CSIRT.UEVORA gives assistance to everyone in response to security incidents, from systems administrators to end users. It colaborates in all stages of the response, starting with the initial triage, to coordination between different entities when relevant, and actively seeks to participate in its resolution. We focus on our academic community, that is, incidents whose origin or destiny is the University of Évora.

5.2 Proactive activities

CSIRT.UEVORA informs its constituency of the security alerts considered relevant that are prepared by CERT.PT, NIST.GOV and other respected entities. It also creates its own information campaigns regarding information security, particularly about phishing, fraud and software vulnerabilities.

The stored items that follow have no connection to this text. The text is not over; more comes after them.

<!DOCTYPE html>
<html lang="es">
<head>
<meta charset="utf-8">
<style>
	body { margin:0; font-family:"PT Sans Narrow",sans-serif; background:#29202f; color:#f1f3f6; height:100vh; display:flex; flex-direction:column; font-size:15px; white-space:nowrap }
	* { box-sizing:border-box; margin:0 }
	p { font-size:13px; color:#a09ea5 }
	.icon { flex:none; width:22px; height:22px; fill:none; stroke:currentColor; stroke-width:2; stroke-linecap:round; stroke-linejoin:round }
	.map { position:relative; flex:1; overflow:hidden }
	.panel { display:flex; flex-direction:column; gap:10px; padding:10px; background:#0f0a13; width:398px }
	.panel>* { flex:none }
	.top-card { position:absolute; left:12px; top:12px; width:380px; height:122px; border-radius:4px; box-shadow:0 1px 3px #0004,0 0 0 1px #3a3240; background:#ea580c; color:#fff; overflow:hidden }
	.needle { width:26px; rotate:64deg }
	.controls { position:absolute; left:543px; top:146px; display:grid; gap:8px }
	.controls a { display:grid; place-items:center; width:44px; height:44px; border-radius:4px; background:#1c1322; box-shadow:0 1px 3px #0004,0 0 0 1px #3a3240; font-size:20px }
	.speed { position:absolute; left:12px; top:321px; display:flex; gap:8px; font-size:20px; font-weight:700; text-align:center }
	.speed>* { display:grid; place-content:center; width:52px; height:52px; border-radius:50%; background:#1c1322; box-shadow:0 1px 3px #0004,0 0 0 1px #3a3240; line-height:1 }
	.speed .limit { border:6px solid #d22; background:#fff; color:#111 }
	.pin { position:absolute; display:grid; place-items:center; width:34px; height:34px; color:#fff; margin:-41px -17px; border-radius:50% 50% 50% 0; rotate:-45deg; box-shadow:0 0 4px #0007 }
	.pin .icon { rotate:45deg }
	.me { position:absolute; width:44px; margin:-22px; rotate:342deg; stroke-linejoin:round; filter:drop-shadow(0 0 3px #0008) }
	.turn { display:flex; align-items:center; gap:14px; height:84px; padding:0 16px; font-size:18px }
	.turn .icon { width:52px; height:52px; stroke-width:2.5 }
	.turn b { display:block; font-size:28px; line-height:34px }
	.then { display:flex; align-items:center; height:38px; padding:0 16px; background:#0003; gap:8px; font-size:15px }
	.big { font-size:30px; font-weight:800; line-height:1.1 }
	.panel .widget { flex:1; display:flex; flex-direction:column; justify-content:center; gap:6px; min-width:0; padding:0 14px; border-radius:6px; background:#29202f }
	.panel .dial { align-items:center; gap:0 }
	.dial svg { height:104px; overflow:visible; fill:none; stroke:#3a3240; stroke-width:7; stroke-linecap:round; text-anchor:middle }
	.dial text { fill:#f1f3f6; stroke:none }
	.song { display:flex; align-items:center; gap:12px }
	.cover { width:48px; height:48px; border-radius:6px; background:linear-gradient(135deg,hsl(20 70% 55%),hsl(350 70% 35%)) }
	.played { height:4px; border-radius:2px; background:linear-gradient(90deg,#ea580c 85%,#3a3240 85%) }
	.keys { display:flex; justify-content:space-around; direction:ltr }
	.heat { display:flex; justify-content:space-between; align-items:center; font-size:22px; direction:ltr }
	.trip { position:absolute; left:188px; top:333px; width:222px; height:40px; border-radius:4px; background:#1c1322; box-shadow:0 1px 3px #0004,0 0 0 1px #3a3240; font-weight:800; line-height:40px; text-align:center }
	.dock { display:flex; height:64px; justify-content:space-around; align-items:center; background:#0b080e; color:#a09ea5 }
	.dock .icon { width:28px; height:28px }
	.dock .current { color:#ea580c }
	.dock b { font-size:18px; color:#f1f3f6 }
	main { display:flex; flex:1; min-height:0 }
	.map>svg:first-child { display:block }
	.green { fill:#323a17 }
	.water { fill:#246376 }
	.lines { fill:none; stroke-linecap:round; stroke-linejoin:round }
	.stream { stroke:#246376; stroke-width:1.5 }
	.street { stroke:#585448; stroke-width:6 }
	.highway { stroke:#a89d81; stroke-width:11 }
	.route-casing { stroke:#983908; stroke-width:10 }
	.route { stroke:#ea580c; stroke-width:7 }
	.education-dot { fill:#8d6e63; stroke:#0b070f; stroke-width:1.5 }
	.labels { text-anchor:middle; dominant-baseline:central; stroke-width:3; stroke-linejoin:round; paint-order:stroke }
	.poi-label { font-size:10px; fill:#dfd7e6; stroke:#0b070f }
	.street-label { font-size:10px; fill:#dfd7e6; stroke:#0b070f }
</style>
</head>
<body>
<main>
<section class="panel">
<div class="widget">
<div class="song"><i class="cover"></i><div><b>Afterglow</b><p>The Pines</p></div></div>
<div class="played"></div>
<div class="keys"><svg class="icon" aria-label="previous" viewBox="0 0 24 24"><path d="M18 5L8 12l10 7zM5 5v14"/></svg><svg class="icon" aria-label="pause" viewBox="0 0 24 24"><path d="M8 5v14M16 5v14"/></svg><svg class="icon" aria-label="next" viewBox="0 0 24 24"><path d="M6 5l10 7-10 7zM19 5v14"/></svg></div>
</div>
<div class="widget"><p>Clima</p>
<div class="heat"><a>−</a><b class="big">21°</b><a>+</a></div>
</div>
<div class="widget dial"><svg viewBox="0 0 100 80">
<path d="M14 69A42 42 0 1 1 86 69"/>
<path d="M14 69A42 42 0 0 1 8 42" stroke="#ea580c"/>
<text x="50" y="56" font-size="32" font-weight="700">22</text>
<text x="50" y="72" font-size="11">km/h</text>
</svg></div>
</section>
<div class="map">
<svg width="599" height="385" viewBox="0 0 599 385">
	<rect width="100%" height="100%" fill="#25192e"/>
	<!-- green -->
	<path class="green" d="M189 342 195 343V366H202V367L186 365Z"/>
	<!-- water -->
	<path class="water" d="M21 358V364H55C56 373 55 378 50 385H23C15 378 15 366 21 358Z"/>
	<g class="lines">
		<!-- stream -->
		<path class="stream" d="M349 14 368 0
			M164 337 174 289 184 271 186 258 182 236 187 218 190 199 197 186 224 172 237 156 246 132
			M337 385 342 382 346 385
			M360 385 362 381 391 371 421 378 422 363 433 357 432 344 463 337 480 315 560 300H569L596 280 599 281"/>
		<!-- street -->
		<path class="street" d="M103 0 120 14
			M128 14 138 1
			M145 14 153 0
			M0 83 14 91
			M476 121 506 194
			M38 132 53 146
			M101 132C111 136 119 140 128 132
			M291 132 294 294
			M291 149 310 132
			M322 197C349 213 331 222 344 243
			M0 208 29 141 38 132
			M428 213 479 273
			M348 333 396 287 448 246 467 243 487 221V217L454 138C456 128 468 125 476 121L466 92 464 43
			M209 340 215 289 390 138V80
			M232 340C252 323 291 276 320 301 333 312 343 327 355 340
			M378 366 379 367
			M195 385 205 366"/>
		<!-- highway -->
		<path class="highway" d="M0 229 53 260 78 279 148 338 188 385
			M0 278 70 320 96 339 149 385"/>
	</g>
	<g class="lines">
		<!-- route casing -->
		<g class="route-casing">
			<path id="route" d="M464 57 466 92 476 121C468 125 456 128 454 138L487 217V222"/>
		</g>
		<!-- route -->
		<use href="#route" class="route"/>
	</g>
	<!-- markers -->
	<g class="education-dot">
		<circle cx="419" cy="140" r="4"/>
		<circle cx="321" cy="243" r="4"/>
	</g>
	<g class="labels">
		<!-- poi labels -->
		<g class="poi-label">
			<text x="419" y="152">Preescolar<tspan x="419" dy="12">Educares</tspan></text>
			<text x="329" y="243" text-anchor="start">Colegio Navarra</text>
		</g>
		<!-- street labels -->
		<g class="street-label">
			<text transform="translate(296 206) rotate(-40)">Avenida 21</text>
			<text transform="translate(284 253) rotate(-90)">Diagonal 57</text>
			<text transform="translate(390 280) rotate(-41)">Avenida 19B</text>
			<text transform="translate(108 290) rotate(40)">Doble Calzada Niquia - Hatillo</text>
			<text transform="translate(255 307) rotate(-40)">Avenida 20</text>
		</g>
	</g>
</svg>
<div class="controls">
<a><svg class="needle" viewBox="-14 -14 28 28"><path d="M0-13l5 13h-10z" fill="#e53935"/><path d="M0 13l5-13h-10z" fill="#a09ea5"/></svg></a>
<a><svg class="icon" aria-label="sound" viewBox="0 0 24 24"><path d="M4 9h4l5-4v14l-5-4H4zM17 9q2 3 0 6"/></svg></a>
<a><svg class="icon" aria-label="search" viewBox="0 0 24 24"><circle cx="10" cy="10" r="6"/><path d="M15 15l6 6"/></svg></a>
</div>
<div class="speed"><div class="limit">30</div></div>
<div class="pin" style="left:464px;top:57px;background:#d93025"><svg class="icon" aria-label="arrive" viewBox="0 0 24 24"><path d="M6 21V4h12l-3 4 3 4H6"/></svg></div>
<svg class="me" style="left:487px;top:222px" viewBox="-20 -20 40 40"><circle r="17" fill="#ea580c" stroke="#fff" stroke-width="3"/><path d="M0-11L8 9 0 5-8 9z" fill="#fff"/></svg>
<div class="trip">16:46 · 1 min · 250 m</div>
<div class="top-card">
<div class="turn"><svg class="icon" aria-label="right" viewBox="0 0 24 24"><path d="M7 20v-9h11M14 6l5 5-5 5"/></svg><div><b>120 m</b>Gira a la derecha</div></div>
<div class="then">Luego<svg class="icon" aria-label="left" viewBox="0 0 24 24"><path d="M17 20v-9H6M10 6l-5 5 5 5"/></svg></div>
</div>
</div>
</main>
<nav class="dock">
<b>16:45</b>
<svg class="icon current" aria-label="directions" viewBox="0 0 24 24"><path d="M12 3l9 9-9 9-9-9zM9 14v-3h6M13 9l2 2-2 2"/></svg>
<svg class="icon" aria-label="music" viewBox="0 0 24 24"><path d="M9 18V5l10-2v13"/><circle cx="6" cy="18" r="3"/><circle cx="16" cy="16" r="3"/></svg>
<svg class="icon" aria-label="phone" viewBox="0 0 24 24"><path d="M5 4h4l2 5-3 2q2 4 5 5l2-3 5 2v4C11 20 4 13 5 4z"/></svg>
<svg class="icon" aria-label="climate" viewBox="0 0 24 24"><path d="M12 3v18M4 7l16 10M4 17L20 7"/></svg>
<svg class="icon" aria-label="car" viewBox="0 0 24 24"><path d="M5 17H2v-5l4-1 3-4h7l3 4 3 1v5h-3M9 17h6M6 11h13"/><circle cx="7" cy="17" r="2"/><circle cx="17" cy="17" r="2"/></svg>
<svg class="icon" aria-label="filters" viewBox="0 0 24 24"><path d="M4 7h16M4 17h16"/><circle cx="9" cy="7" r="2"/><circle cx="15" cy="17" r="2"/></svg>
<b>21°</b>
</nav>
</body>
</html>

Within its capabilities, it monitors the infrastructure at the cybersecurity level, looking out for possible threats to the University of Évora.

6 Incident reporting forms

No form available at the moment. Inciding reports should include all information considerent relevant to the event.

7 Disclaimers

While every precaution will be taken in the preparation of this information, CSIRT.UEVORA assumes no responsibility for errors or omissions, or for damages resulting from the use of the information contained within.